Flatiron School is known for having a modern take on education. Teaching students brand new technologies is best brought to the students through the incorporation of the mindsets of students within the lectures. Throughout the lectures, you will read pop-culture references as well as little jokes about what it is like to be a developer. Frequently, throughout the lectures, I came across a running joke that I felt really embodied what it mean to be a developer. The joke was “As developers, we are inherently lazy.” and as I came across it I couldn't help but think to myself how true that was, but only until recently did I realize that the joke is only a half-truth.

As developers, we are inherently lazy, but we are also imaginative, inquisitive, and perfectionists. We are lazy when it comes to having to explain ourselves in the comments of our code, or lazy when it comes to wanting to rewrite the same lines of code over and over again, but we are almost completely the opposite when it comes to our drive to learn and create something new. This mesh of philosophies is really what makes us different from other kinds of product creators because we have a profound want for more while also demanding from ourselves to be abstract.

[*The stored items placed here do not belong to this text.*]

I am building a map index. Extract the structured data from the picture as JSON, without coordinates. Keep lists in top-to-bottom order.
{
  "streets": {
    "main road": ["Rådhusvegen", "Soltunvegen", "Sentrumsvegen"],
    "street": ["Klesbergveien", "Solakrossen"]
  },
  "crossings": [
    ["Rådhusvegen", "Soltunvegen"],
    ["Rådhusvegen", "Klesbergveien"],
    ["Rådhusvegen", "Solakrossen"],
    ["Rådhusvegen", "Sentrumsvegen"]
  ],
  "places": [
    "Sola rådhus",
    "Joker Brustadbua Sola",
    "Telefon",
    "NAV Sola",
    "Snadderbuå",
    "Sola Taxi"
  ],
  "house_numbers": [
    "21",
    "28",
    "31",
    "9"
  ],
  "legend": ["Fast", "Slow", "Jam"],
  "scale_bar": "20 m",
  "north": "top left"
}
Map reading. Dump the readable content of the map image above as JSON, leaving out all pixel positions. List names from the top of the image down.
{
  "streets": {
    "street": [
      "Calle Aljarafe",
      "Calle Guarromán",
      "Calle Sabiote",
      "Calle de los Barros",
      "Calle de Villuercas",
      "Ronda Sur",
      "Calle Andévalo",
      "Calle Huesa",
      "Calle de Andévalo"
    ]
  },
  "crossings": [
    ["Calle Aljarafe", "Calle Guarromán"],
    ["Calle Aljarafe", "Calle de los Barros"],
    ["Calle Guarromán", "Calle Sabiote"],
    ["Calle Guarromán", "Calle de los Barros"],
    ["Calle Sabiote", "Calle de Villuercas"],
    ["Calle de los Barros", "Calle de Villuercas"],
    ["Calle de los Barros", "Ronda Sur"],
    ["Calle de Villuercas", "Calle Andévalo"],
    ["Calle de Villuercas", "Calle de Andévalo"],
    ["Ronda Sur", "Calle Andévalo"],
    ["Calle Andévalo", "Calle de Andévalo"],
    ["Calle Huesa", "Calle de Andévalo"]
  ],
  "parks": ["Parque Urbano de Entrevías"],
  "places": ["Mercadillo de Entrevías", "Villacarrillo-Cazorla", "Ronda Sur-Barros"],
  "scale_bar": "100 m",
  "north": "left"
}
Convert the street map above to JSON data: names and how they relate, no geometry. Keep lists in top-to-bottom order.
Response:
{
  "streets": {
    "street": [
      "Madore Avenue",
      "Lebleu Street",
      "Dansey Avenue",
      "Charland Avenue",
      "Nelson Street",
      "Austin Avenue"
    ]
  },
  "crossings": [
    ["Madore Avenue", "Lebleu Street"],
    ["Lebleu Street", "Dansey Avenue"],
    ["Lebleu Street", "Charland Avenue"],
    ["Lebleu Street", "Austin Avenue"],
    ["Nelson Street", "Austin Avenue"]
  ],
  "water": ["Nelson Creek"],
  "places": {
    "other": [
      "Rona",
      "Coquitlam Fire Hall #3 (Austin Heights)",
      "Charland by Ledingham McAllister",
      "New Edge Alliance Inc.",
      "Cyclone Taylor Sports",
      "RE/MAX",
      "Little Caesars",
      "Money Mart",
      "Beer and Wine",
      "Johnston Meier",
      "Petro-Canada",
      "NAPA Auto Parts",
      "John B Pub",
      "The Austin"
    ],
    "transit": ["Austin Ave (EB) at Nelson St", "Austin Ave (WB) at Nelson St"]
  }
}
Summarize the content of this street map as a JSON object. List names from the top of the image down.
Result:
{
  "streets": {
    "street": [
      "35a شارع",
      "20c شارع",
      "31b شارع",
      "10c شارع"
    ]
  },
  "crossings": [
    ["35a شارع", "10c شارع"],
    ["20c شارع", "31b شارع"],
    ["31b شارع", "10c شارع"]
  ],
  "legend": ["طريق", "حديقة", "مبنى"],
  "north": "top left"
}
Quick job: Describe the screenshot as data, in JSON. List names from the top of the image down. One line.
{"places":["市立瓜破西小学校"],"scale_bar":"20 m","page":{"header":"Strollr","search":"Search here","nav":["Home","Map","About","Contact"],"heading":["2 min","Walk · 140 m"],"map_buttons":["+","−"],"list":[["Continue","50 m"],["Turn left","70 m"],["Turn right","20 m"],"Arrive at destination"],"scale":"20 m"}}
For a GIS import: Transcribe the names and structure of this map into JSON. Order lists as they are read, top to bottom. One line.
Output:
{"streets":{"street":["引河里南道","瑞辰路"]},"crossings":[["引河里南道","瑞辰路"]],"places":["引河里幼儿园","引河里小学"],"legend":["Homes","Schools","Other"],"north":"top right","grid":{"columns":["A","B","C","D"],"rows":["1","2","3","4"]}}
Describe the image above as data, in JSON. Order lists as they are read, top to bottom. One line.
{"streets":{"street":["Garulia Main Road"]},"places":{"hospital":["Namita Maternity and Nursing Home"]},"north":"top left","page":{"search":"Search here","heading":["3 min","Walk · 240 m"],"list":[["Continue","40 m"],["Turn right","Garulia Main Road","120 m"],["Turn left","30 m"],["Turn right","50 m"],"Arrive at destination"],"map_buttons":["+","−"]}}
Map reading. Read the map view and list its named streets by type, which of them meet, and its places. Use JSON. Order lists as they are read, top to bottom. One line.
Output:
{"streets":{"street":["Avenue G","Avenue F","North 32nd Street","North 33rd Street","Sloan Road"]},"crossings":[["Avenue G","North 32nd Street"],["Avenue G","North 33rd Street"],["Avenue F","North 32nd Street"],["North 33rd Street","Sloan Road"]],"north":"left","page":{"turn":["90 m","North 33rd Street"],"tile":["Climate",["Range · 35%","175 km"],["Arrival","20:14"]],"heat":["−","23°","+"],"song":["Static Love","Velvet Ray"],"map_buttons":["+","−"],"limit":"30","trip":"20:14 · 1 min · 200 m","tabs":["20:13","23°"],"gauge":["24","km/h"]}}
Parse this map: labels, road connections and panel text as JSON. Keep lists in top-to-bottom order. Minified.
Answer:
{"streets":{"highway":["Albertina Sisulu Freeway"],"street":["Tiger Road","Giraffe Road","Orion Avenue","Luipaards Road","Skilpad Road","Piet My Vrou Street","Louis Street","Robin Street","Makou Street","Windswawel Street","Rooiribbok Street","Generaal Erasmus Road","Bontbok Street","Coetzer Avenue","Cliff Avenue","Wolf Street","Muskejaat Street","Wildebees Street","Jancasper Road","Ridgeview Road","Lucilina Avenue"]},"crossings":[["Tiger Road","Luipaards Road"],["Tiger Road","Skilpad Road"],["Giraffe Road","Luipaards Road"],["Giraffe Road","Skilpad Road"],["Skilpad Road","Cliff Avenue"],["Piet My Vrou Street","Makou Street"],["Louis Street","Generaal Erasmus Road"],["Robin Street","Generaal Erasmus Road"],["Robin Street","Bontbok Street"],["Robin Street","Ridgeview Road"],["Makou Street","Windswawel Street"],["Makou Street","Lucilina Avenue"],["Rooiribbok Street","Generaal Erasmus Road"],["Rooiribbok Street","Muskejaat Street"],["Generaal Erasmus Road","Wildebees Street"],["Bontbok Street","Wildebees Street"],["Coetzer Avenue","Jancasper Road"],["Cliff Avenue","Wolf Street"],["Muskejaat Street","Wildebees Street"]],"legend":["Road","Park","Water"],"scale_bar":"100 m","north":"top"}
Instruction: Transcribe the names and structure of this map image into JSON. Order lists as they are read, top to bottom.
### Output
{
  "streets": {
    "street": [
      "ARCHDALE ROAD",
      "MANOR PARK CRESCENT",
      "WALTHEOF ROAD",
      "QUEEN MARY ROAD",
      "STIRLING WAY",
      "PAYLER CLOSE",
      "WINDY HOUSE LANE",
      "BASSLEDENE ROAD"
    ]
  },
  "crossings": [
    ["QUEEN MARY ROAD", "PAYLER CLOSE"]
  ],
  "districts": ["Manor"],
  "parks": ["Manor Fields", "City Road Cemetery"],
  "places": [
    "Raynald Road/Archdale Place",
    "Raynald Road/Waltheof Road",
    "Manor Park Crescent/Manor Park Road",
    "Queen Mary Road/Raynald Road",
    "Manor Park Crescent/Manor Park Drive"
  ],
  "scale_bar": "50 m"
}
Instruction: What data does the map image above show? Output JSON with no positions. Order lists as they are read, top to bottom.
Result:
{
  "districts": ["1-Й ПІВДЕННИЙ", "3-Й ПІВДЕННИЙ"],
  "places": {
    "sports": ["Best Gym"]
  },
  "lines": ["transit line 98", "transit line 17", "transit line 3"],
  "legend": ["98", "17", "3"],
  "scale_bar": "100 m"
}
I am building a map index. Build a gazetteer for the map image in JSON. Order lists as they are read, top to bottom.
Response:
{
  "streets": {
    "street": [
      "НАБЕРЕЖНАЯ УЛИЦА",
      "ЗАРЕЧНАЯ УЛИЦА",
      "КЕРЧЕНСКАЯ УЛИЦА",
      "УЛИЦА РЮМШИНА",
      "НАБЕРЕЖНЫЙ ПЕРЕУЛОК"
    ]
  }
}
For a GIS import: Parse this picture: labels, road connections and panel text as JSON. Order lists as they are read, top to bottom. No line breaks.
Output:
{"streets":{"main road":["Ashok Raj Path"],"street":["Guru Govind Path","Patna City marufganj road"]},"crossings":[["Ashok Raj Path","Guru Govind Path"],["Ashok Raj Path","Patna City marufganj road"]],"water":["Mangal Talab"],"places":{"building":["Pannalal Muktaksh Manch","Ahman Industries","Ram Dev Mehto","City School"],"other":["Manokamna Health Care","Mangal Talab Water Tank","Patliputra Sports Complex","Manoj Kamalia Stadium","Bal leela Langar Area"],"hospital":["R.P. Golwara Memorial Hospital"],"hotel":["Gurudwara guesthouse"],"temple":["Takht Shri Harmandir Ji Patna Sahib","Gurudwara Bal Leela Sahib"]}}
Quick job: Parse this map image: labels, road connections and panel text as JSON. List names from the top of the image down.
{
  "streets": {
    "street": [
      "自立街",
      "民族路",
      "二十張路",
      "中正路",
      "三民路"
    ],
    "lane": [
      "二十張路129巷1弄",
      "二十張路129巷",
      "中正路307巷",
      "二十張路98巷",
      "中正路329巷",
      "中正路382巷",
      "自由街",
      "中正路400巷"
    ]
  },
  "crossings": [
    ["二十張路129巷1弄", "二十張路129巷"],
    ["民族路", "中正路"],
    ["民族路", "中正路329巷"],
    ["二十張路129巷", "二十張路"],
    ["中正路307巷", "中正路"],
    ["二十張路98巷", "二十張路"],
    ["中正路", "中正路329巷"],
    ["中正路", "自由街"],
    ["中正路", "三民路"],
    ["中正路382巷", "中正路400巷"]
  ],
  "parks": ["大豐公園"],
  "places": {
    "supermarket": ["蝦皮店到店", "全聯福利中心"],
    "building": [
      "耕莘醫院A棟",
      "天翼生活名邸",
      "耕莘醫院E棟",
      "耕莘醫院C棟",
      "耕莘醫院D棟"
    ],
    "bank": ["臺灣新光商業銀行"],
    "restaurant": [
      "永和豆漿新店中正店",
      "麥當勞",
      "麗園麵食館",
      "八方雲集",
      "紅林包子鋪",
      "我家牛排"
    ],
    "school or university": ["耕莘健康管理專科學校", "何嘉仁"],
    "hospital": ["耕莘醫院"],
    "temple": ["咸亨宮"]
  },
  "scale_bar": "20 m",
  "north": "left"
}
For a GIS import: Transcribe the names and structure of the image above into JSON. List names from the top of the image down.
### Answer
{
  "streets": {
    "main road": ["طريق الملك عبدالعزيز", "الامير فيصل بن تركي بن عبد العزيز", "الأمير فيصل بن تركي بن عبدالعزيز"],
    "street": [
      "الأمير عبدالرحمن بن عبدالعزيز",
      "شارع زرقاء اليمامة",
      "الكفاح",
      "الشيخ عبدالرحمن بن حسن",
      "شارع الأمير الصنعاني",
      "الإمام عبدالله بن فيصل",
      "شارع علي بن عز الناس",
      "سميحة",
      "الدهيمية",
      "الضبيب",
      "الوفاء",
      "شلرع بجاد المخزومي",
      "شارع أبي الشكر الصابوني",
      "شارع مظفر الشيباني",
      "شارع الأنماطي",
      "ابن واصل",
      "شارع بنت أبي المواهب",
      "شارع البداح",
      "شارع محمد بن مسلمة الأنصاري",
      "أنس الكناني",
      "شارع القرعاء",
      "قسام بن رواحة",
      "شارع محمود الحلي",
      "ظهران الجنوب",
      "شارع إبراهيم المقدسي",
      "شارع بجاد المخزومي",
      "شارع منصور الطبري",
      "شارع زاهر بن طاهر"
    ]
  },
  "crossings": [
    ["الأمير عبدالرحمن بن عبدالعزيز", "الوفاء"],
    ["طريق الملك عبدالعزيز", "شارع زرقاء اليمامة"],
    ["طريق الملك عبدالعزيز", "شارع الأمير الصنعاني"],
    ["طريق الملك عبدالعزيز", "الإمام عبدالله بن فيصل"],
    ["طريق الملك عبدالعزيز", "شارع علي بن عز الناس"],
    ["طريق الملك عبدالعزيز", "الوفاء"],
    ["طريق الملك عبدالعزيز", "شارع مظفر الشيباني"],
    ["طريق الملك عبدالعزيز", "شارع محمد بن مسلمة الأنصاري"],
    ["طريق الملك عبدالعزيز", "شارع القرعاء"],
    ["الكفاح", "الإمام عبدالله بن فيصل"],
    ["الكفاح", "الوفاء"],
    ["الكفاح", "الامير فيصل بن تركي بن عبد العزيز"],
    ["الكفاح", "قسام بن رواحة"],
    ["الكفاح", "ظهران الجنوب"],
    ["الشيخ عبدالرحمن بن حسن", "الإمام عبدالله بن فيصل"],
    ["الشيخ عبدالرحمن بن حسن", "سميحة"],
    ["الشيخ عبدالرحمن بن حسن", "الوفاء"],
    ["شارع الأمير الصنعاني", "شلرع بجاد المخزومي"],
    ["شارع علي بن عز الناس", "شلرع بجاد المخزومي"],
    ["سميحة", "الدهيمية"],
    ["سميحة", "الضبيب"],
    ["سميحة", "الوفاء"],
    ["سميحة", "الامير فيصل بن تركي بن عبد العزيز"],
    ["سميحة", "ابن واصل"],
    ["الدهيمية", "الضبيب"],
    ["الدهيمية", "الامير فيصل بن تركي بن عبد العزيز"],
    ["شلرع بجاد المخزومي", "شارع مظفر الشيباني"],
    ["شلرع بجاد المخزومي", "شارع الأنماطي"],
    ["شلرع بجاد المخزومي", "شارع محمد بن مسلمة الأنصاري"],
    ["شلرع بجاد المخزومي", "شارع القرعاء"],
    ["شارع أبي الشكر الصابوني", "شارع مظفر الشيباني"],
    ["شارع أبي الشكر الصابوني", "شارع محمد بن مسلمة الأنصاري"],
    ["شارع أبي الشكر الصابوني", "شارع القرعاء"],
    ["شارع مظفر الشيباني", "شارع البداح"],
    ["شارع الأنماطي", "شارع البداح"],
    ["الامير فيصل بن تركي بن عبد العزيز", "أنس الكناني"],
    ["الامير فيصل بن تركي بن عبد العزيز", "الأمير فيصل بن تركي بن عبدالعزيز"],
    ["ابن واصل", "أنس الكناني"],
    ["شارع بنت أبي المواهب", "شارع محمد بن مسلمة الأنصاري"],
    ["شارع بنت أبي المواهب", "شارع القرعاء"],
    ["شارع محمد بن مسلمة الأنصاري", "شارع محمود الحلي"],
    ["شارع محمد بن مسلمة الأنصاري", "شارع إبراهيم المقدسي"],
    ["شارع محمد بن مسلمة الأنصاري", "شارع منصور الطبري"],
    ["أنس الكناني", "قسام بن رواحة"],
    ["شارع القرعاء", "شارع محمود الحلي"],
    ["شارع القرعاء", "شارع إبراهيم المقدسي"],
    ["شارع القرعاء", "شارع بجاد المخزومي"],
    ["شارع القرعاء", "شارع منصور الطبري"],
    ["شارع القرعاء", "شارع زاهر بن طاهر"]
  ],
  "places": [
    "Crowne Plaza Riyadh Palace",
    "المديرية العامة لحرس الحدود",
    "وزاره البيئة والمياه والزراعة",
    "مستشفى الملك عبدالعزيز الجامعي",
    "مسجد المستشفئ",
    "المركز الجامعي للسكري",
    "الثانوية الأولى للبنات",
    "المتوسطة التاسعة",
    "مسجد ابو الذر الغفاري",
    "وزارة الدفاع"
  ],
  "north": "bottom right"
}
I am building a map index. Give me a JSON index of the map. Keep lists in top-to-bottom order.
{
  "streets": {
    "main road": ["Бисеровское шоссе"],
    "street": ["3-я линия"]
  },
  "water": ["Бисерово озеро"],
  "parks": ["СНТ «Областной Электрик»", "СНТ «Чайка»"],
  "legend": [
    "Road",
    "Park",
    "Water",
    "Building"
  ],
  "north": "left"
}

Unfortunately, our uniqueness also can lead us to issues in our professional lives. This is something I only recently came to truly understand in my journey to becoming a developer. As I learned more and more about what it takes to become a developer, I also had to learn about what sacrifices we have to make as developers. That lesson being downsizing your original plans for your work for the sake of production. As developers, we want to be lazy, but we are also driven by pride to make something spectacular that won’t just be another project we slide into our portfolio and never use again.

As I became a stronger, more confident coder, my aspirations for my projects started to rise well above what was being asked of me to produce. Although this desire to overachieve is part of what makes a developer different from other creators, I also had to learn to tamper with my own expectations because of production deadlines. A bitter lesson that I feel every developer across the world knows far too well. The desire to make something great while at the same time working under a time constraint as well as other unforeseen issues that come with that desire to do more. With this lesson as a developer, you have to let go of your perfectionism and your pride because making something that works in a timely fashion is far more important, than having ideas to make something with nothing functional to show for it when time runs out. All is never lost though, we may have to hinder our expectations for the sake of production, but we never have to give up on our projects after submission. Who is to say you can't come back to that same project well beyond its submission with a new perspective and a new goal to make for its next updated version.